Coal hard truth sinks Australian Prime Minister

Australian Prime Minister

Creative Commons: CeBIT Australia, 2014

In a warning for all fossil-friendly leaders globally, Tony Abbott’s blind support for coal and cynical inaction on climate change are among factors behind him being unceremoniously turfed out of his job this week.

Challenged by former Environment Minister and previous Liberal leader Malcolm Turnbull, Abbott was voted out by his party after Turnbull seized on his and the Liberal Right’s failure to develop and sell a credible economic policy given their “extraordinary gusts of hubris” and “feckless machismo”.

Eyes are now turning to Turnbull’s vision for the future, and how he will separate his stated desire for a modern, nimble Australia that embraces disruption (such as renewables), from the Abbott Government’s backward-looking coal wedlock.

Executive Director of the Australia Institute, Ben Oquist said:

Tony Abbott’s defeat is a defeat for coal and potential victory for renewable energy. Malcolm Turnbull has a unique opportunity to not just reposition the Liberal party but to redirect economic policy in Australia. The mining boom is over and climate change has already begun. Tony Abbott wedded himself to the old economy. This proved to be an economic and political failure. In the 21st century the idea that what is good for the environment is bad for the economy makes neither economic nor political sense.

How Turnbull deals with the Coalition’s deeply ingrained climate denial and renewable bloodlust is unclear.

Despite recognising the importance of action on climate change, being a supporter of emissions trading, and slamming Tony Abbott’s Direct Action policy, he has in the past won major transitional concessions for carbon-intensive industries, and has already declared that he is happy with Australia’s current, inadequate, emissions reduction target.

CEO of The Climate Institute, John Connor said:

All parties and all leaders who say they are serious about climate change need a plan for the modernisation and decarbonisation of our economy. Modern economies increasingly see reducing their dependence on polluting industries as central to future prosperity.
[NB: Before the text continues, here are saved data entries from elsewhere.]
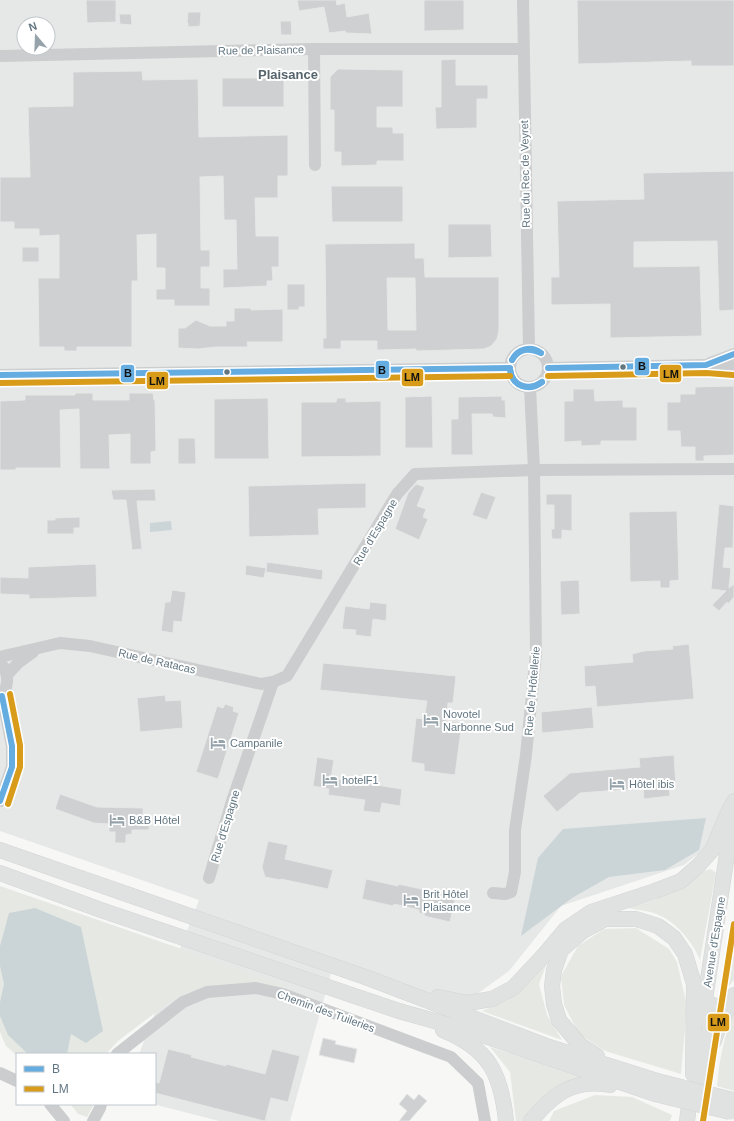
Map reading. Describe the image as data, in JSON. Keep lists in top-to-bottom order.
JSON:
{
  "streets": {
    "main road": ["Avenue d'Espagne"],
    "street": [
      "Rue de Plaisance",
      "Rue du Rec de Veyret",
      "Rue d'Espagne",
      "Rue de Ratacas",
      "Rue de l'Hôtellerie",
      "Chemin des Tuileries"
    ]
  },
  "crossings": [
    ["Rue de Plaisance", "Rue du Rec de Veyret"],
    ["Rue d'Espagne", "Rue de Ratacas"],
    ["Rue d'Espagne", "Rue de l'Hôtellerie"]
  ],
  "districts": ["Plaisance"],
  "places": {
    "hotel": [
      "Novotel Narbonne Sud",
      "Campanile",
      "hotelF1",
      "Hôtel ibis",
      "B&B Hôtel",
      "Brit Hôtel Plaisance"
    ]
  },
  "lines": ["transit line B", "transit line LM"],
  "legend": ["B", "LM"],
  "north": "top"
}
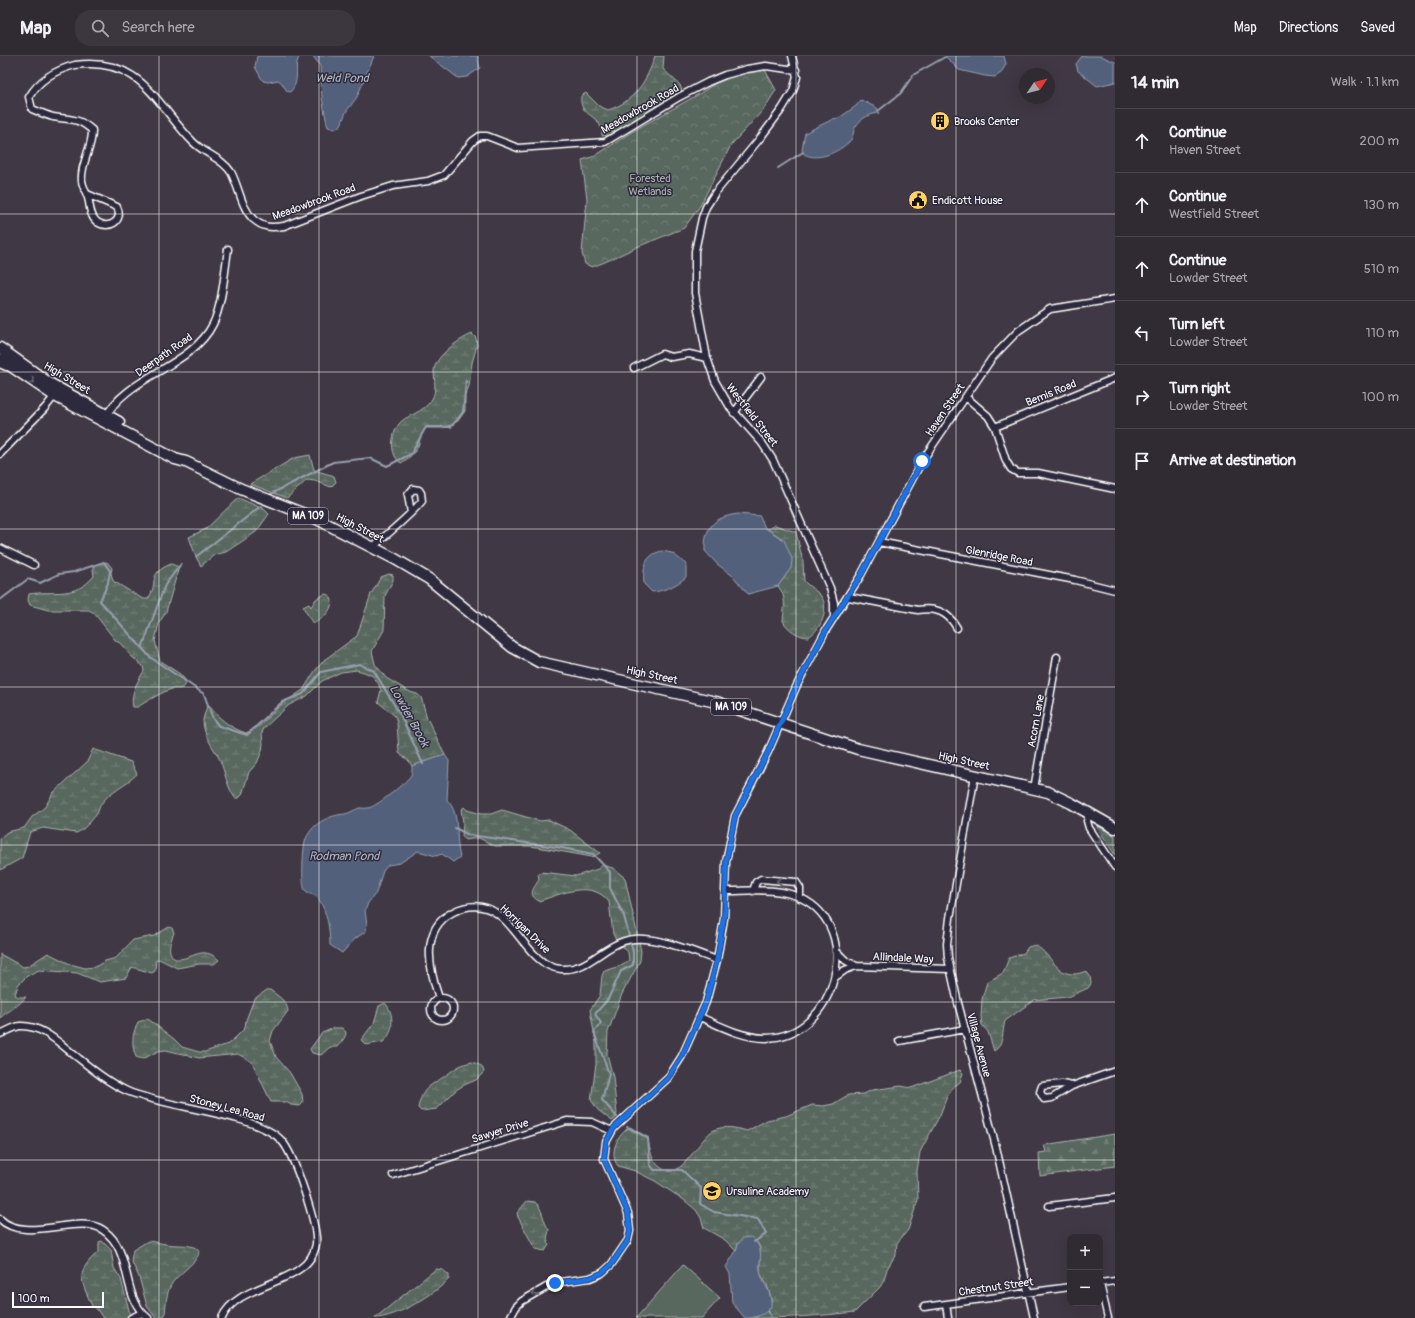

Not having a plan for decarbonisation means not having a plan for our economy and not having a plan for the future.

All up, Turnbull is expected to move cautiously on climate.

Renewable policy is unlikely to be further weakened; current climate policy will remain – for now – though it could be “dialed up.”

Meanwhile, climate denying advisors, such as Tony Abbott’s “business advisor” Maurice Newman could be ejected from key roles, and the country will now hopefully move it out of the blocker camp at the upcoming UN climate talks in Paris.